The offer represents a 10.3% premium to LSB's last closing price on August 15, 2025, and an 11.4% premium to the 15-day average closing price. Oceanpine Capital plans to finance the transaction through rollover equity and available cash, with no financing condition attached. The company has engaged White & Case LLP as its international legal advisor.

LakeShore's Board of Directors will review and evaluate the proposal to determine the best course of action for the company and its shareholders. No decisions have been made regarding the company's response to the proposal.

LakeShore Biopharma (NASDAQ:LSB), società biofarmaceutica globale, ha ricevuto una proposta preliminare non vincolante di acquisizione da Oceanpine Capital. L'operazione proposta in contanti offre $0,86 per azione ordinaria per le azioni non già detenute da Oceanpine Capital.

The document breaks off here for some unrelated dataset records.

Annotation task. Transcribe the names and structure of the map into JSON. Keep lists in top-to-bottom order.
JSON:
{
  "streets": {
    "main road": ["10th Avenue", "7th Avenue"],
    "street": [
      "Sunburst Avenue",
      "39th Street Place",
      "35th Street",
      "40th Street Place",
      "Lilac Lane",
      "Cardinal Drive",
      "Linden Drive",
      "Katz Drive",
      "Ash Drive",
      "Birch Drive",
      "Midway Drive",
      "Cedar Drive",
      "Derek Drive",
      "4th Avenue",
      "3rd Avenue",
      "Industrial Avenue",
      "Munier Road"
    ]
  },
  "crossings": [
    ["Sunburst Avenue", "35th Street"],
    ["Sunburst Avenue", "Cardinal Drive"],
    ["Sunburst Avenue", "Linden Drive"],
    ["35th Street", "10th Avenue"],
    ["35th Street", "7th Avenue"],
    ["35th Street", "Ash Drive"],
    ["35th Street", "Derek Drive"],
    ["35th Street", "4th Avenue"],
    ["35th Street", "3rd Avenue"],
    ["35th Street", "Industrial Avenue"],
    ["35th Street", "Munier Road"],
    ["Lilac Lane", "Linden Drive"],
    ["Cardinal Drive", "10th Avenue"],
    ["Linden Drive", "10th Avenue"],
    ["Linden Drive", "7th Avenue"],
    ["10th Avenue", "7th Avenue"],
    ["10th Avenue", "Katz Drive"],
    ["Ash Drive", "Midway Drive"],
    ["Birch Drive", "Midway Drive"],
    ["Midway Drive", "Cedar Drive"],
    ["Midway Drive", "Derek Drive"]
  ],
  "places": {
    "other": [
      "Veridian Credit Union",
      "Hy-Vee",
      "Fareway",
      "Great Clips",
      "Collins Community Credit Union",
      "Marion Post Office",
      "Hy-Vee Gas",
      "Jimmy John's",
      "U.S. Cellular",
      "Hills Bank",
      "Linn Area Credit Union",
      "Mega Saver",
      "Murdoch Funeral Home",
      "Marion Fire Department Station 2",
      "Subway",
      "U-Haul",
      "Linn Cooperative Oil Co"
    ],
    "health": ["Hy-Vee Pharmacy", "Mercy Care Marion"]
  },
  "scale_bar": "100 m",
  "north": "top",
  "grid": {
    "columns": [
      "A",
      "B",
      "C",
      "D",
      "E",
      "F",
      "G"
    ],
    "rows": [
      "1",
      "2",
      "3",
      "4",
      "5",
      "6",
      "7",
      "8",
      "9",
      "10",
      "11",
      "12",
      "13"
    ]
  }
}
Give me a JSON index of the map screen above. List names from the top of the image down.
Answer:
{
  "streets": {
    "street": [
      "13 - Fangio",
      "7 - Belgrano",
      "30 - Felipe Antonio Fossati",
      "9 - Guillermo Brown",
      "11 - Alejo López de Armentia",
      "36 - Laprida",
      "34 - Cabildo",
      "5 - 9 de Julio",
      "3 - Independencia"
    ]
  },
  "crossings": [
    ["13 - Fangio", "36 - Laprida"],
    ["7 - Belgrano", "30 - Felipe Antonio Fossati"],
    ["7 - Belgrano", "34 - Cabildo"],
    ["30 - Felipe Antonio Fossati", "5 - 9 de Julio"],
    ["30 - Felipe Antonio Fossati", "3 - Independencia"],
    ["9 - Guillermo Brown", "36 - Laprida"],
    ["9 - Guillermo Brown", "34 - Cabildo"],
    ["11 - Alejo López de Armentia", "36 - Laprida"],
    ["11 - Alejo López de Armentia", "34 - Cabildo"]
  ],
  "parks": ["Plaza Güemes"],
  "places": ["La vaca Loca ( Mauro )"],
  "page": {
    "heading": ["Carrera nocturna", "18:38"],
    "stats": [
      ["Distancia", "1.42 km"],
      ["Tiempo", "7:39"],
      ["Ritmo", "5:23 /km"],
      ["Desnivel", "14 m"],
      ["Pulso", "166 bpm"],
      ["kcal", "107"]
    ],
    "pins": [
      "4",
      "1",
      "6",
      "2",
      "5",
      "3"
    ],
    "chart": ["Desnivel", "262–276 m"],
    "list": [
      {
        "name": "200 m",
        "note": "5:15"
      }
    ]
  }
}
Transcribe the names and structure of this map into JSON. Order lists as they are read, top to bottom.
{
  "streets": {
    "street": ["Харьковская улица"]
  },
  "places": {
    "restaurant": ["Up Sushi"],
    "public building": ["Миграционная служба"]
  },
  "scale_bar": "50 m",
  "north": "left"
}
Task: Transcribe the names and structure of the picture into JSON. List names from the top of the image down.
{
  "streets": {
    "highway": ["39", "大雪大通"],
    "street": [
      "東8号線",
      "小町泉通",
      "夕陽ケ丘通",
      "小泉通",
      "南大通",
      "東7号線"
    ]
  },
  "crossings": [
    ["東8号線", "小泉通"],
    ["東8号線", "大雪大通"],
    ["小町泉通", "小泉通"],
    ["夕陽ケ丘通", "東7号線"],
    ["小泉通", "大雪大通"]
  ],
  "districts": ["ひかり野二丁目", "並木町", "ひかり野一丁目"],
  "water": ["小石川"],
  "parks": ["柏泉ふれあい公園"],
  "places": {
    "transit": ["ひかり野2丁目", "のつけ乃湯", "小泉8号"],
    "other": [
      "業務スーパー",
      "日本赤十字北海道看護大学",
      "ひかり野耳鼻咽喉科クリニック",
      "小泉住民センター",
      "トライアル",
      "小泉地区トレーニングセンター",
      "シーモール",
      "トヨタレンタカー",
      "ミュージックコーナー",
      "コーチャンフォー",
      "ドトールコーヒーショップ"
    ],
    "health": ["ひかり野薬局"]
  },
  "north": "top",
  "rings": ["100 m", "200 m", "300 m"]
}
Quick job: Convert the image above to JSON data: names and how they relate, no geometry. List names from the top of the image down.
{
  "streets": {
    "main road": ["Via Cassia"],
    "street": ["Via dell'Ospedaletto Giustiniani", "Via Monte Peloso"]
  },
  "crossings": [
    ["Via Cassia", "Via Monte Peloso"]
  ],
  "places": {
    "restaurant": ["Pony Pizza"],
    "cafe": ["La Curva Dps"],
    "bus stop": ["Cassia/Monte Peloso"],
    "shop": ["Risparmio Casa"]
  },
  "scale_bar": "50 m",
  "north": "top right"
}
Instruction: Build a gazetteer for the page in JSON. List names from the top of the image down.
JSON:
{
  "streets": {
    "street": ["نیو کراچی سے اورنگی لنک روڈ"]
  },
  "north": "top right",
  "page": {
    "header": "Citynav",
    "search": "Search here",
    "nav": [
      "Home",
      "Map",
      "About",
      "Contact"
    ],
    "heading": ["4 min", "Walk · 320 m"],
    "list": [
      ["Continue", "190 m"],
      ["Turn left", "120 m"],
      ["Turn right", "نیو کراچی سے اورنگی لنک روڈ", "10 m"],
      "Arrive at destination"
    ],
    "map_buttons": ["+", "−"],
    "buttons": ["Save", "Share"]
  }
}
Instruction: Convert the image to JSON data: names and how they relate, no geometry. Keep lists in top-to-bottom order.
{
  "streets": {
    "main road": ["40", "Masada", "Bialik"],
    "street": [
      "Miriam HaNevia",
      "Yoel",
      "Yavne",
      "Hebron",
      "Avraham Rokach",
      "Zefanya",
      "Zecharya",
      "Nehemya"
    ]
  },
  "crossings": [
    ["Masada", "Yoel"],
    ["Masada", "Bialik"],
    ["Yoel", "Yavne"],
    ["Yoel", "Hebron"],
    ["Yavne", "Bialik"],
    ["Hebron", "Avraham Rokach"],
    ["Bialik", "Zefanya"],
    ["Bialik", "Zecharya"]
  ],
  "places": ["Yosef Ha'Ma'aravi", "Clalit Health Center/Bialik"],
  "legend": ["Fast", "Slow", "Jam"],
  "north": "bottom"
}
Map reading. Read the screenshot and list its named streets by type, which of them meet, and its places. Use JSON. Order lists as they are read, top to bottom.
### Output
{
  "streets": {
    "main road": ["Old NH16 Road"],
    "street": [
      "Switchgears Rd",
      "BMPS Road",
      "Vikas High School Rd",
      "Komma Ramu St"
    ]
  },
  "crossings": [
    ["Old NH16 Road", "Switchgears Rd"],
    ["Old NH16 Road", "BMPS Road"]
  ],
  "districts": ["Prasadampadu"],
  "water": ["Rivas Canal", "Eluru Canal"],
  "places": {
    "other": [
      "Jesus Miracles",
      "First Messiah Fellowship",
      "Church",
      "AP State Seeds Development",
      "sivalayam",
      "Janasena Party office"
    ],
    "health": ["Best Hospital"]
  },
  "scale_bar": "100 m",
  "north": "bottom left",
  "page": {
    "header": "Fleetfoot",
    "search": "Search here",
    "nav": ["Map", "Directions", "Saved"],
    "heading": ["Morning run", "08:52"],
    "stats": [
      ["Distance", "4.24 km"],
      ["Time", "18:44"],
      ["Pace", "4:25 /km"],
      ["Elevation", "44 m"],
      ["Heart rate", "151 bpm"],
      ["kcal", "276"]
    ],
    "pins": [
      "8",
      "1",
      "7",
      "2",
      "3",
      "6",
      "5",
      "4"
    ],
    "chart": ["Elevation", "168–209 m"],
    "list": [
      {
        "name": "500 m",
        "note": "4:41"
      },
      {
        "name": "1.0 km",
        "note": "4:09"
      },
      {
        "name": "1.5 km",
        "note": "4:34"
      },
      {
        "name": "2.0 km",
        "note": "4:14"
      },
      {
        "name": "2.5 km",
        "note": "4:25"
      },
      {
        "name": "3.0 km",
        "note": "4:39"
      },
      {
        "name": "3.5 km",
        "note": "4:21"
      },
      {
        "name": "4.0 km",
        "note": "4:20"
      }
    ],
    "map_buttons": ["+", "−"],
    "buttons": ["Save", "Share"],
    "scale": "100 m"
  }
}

L'offerta corrisponde a un premio del 10,3% rispetto al prezzo di chiusura di LSB del 15 agosto 2025 e a un premio dell'11,4% rispetto alla media di chiusura a 15 giorni. Oceanpine Capital intende finanziare l'operazione tramite equity di rollover e disponibilità liquide, senza alcuna condizione di finanziamento. La società ha nominato White & Case LLP come consulente legale internazionale.

Il Consiglio di Amministrazione di LakeShore esaminerà e valuterà la proposta per decidere la migliore linea d'azione per la società e i suoi azionisti. Non è stata presa alcuna decisione in merito alla risposta alla proposta.

LakeShore Biopharma (NASDAQ:LSB), una compañía biofarmacéutica global, ha recibido una propuesta preliminar no vinculante de adquisición por parte de Oceanpine Capital. La transacción propuesta en efectivo ofrece $0,86 por acción ordinaria por las acciones que Oceanpine Capital no posee actualmente.

La oferta representa una prima del 10,3% sobre el último precio de cierre de LSB del 15 de agosto de 2025 y una prima del 11,4% sobre el precio medio de cierre de 15 días. Oceanpine Capital planea financiar la operación con capital de rollover y efectivo disponible, sin condición de financiación. La compañía contrató a White & Case LLP como asesora legal internacional.

El Consejo de Administración de LakeShore revisará y evaluará la propuesta para determinar la mejor acción para la compañía y sus accionistas. No se ha tomado ninguna decisión sobre cómo responder a la propuesta.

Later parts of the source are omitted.